FTC questions whether online 'sponsored' content is deceptive advertising

FTC questions whether online 'sponsored' content is deceptive advertising

Share this story

The FTC's advertising rules strictly prohibit deceptive advertisements: ads that readers or viewers probably won't recognize as ads. Online, though, those distinctions can become unclear. Even if something is labeled "native advertising" or "sponsored content," its placement or writing style can lead people to believe it's part of the rest of the site.

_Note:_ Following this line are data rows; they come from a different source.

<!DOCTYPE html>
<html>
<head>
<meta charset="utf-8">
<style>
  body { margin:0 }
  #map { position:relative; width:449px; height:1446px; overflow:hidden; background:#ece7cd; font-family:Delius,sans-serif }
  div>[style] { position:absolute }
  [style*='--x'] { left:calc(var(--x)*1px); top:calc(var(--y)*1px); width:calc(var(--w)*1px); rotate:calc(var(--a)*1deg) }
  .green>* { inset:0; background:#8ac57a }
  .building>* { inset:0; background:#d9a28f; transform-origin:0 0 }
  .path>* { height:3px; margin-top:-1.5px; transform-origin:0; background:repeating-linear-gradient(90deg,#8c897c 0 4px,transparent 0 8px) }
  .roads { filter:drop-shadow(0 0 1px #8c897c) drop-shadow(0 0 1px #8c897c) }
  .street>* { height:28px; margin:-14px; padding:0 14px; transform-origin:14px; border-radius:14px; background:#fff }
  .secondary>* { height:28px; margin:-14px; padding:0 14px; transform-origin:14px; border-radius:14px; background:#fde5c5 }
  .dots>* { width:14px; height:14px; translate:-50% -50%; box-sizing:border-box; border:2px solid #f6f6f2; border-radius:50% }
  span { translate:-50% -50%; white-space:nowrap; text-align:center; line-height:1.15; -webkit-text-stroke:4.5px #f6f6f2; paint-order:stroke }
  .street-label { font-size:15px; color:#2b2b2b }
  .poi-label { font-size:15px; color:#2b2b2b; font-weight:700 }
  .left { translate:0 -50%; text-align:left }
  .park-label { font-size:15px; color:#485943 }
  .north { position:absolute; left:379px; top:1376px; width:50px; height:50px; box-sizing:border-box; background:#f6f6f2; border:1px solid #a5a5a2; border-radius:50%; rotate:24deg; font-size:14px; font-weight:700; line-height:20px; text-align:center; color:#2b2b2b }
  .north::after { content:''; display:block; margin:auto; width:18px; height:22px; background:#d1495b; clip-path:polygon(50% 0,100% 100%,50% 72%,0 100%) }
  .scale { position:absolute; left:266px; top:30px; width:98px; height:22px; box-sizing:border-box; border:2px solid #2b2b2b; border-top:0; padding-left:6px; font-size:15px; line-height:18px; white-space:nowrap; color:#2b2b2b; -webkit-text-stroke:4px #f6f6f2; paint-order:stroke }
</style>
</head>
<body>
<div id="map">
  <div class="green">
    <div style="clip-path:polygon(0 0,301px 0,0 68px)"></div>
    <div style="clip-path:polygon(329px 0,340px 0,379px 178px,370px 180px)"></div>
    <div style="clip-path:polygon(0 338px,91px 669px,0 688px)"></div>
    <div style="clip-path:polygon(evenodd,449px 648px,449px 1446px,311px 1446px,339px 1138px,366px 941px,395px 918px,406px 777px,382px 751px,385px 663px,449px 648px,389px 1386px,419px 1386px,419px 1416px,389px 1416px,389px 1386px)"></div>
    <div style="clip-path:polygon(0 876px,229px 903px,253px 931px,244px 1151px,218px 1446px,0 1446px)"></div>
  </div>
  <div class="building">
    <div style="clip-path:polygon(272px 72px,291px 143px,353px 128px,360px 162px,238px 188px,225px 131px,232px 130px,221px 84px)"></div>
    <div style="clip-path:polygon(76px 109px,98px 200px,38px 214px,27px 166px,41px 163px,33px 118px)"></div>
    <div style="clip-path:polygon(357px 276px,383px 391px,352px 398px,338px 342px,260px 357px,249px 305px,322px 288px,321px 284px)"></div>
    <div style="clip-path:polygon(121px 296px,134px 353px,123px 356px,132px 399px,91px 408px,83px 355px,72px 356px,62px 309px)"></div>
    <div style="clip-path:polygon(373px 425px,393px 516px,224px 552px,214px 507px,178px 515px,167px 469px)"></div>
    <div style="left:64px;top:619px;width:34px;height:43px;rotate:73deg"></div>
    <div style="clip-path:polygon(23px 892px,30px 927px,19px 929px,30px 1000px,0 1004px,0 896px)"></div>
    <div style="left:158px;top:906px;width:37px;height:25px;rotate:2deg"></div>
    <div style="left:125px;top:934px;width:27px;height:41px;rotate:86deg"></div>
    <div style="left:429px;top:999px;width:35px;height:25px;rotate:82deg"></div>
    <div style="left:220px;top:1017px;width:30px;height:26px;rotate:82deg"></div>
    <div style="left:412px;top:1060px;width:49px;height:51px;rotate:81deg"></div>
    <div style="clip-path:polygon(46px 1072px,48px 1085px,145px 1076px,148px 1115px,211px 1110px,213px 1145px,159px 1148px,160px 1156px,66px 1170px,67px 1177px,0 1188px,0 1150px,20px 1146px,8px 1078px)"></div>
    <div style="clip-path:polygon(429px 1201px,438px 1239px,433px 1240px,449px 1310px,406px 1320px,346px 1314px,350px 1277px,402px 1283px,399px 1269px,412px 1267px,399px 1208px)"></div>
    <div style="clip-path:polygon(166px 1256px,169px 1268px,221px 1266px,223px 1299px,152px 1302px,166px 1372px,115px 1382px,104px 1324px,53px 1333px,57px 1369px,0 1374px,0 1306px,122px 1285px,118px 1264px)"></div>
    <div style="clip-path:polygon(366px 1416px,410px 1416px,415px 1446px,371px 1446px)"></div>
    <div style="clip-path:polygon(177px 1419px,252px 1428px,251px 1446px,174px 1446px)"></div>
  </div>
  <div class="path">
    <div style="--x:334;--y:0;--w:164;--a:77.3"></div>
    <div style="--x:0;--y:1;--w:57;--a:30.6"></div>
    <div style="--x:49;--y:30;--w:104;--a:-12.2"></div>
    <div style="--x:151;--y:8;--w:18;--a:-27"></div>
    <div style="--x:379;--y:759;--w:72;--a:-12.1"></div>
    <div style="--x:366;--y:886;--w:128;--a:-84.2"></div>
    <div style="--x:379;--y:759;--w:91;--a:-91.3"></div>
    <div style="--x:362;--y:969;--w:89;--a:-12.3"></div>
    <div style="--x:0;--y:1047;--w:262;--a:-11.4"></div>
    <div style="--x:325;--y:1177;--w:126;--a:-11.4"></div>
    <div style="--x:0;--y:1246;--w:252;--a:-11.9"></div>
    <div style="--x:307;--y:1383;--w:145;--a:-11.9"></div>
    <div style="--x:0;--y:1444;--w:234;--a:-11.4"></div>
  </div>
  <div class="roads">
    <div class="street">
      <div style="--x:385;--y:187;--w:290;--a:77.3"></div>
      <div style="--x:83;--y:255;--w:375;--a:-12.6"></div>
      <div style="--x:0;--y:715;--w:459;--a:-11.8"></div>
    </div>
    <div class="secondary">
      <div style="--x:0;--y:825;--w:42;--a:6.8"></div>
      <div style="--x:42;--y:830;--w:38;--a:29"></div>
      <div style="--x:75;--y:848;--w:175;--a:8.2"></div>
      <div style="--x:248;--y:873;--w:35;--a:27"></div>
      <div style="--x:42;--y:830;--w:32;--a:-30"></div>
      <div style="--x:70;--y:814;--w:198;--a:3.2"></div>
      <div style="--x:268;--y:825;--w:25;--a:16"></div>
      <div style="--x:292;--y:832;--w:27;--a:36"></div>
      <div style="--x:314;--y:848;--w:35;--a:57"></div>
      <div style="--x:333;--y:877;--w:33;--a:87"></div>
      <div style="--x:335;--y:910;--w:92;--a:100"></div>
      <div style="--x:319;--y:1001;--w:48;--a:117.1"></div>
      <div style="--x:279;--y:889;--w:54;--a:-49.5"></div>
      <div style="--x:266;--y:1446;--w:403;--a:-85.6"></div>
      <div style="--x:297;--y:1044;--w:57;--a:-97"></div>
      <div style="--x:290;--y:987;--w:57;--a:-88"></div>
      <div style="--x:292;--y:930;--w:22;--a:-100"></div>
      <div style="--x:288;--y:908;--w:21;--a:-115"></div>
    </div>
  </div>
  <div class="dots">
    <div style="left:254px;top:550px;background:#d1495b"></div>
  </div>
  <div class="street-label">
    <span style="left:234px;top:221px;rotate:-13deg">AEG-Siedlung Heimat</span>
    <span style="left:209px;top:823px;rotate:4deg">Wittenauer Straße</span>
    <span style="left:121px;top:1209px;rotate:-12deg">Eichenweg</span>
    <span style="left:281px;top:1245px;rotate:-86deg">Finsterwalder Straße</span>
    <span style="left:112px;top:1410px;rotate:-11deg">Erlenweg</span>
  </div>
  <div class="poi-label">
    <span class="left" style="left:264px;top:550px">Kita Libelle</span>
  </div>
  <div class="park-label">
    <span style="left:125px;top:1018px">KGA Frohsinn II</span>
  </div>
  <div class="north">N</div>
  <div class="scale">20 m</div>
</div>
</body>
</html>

In a daylong workshop yesterday, the agency questioned where to draw the line, and as The New York Times reports, there isn't necessarily a clear answer.

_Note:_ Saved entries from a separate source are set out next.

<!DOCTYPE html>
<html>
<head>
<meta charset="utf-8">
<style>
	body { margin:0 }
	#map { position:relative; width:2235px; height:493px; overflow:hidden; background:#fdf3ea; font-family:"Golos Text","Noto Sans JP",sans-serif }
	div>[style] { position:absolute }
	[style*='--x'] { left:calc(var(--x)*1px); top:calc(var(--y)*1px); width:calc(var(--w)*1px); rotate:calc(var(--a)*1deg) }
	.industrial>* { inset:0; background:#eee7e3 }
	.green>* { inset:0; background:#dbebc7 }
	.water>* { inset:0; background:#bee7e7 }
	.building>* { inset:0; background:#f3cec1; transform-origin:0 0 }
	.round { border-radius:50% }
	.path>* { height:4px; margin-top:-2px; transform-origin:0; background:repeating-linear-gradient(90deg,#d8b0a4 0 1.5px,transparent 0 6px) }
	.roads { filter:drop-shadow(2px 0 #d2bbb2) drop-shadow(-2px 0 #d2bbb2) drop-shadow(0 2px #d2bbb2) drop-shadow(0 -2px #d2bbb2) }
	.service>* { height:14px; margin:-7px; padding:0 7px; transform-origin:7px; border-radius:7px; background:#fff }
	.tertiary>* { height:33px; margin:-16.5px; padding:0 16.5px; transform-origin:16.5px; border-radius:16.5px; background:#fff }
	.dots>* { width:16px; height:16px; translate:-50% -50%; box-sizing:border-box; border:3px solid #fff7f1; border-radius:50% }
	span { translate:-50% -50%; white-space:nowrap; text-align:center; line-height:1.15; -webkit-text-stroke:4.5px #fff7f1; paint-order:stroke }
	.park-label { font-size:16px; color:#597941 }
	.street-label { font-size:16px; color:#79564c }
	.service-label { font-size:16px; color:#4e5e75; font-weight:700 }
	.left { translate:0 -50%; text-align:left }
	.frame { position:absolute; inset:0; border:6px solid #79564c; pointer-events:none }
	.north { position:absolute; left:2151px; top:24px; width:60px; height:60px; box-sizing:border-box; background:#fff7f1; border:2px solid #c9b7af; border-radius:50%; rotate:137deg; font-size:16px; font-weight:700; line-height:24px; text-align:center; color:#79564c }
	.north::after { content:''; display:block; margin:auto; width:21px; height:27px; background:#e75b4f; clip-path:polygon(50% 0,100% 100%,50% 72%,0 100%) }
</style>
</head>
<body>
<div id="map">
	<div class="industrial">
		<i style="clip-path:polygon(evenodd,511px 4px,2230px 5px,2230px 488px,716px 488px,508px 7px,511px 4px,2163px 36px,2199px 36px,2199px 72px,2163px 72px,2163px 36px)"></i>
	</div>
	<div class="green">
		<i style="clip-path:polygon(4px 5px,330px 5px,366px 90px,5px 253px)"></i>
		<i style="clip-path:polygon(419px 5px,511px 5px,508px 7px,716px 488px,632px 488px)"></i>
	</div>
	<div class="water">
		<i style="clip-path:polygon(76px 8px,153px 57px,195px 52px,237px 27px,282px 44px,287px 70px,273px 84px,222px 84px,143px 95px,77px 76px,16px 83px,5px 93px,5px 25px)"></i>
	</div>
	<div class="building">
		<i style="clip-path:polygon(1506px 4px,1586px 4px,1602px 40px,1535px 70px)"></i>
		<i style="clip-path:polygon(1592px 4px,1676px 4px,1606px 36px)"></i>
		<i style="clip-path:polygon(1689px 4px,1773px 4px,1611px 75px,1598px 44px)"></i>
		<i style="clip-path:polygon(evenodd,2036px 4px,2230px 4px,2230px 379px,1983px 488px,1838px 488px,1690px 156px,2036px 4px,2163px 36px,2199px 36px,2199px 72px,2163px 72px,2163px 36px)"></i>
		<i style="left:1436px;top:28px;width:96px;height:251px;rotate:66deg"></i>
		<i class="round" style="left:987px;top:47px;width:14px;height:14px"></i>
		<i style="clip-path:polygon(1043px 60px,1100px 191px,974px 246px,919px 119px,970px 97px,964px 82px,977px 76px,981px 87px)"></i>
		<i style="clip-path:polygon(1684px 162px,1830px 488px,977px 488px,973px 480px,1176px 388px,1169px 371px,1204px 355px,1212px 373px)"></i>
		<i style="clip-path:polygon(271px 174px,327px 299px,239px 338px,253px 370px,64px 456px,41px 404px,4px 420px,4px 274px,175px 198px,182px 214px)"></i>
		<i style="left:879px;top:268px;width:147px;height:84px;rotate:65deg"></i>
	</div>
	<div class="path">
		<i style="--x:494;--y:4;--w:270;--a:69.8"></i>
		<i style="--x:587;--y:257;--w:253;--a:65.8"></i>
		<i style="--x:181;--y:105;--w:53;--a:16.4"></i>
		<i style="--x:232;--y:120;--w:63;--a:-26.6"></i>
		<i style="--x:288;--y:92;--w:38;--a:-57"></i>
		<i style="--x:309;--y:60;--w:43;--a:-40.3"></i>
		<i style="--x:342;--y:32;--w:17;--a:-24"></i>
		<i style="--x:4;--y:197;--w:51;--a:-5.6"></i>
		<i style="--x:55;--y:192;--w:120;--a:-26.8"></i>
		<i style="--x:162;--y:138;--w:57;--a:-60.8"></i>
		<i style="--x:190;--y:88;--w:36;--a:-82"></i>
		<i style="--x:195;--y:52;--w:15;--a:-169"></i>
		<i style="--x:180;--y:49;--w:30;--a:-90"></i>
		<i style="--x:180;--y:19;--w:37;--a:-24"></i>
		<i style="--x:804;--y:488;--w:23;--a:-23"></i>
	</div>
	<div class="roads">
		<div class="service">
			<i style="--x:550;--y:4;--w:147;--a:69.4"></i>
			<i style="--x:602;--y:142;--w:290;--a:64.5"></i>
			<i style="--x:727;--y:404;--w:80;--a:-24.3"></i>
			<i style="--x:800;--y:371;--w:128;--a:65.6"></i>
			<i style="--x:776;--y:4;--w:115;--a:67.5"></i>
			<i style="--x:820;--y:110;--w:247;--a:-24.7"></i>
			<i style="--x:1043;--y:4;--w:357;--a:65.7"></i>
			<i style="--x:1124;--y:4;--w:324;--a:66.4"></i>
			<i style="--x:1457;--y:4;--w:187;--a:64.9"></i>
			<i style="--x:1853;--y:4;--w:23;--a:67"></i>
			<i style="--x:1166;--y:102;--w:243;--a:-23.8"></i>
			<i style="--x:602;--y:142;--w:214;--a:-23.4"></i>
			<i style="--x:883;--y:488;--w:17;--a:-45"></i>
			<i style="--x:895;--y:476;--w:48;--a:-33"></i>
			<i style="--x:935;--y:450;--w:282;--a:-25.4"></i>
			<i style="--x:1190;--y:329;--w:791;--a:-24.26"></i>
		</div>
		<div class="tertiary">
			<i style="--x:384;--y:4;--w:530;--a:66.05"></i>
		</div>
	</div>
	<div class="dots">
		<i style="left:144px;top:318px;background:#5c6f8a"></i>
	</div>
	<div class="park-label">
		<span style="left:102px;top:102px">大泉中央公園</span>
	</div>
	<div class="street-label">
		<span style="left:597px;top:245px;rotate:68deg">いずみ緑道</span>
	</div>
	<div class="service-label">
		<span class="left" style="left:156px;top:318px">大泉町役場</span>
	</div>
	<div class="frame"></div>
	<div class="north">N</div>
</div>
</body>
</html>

"The market has overwhelmingly blurred the lines in a way consumers have accepted."

Participants in the workshop (called, naturally, "Blurred Lines") touched on the practices of several sites known for their sponsored content or native advertising, including Mashable, The Huffington Post, and BuzzFeed. On the Media co-host Bob Garfield took a hard line against most sponsored ads and raised one of the most controversial examples: an Atlantic post that appeared to be a glowing news piece on Scientology but was in fact written and sponsored by the church itself. Like the advertorials of print media, it's not necessarily obvious that a piece is sponsored, nor whether it's an independently written piece or one guided by the needs of advertisers. "By presenting ads that resemble editorial content, an advertiser risks implying, deceptively, that the information comes from a nonbiased source," said FTC chair Edith Ramirez.

The FTC has previously taken on Twitter ads, telling companies that they needed to include clarifications like "Ad" in celebrity endorsements and refrain from giving any misleading information, even if it was included in a followup tweet. Here, the agency doesn't seem to have settled on an answer. FTC tests have affirmed the common wisdom that advertisers would rather use the term "sponsored" than directly label an ad, but the question remains whether the word confuses readers.— and whether it does so in a way that gives advertisers an unfair boost.

Professor David Franklyn of the University of San Francisco School of Law said that early research showed many consumers couldn't identify clearly marked advertisements, and half didn't even know what "sponsored" meant. "The market has overwhelmingly blurred the lines in a way consumers have accepted because search is free and the internet is largely free," he said, as quoted in AdWeek. "It's going to be very hard to regulate."